*PROVIDED ENTRIES*
--- --- ---
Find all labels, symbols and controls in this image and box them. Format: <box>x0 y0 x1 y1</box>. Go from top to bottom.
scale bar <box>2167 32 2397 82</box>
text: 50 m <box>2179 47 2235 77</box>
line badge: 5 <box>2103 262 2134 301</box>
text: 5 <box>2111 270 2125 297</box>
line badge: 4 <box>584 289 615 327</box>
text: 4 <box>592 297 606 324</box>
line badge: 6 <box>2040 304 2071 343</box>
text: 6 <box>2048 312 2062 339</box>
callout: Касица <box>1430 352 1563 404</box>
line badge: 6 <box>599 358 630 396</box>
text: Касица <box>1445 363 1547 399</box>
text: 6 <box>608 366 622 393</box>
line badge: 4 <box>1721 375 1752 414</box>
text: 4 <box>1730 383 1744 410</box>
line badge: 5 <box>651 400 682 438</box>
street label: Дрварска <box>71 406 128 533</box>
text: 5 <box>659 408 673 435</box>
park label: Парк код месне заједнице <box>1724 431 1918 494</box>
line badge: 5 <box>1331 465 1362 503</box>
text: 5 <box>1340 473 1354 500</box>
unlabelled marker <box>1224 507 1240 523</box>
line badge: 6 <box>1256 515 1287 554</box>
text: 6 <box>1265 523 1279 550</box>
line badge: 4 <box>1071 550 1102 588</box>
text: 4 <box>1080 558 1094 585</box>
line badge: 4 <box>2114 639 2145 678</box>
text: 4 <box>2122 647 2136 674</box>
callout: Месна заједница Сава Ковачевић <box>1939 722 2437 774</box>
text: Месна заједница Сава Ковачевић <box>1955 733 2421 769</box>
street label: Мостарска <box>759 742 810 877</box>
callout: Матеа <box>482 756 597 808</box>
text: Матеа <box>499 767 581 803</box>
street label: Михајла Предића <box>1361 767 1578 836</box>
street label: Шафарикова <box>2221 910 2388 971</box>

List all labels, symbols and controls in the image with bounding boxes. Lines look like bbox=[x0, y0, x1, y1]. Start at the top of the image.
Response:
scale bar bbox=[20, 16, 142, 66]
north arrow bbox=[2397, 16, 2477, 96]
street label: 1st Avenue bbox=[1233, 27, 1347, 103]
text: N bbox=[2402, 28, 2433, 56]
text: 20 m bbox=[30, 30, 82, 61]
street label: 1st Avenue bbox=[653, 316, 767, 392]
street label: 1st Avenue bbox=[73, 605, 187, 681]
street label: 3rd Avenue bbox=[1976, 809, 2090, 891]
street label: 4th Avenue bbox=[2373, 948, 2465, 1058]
--- --- ---
*WORK REQUIRED*
Based on the records above, count the lines in which "Матеа" occurs and provide only the number.

*YOUR SOLUTION*
2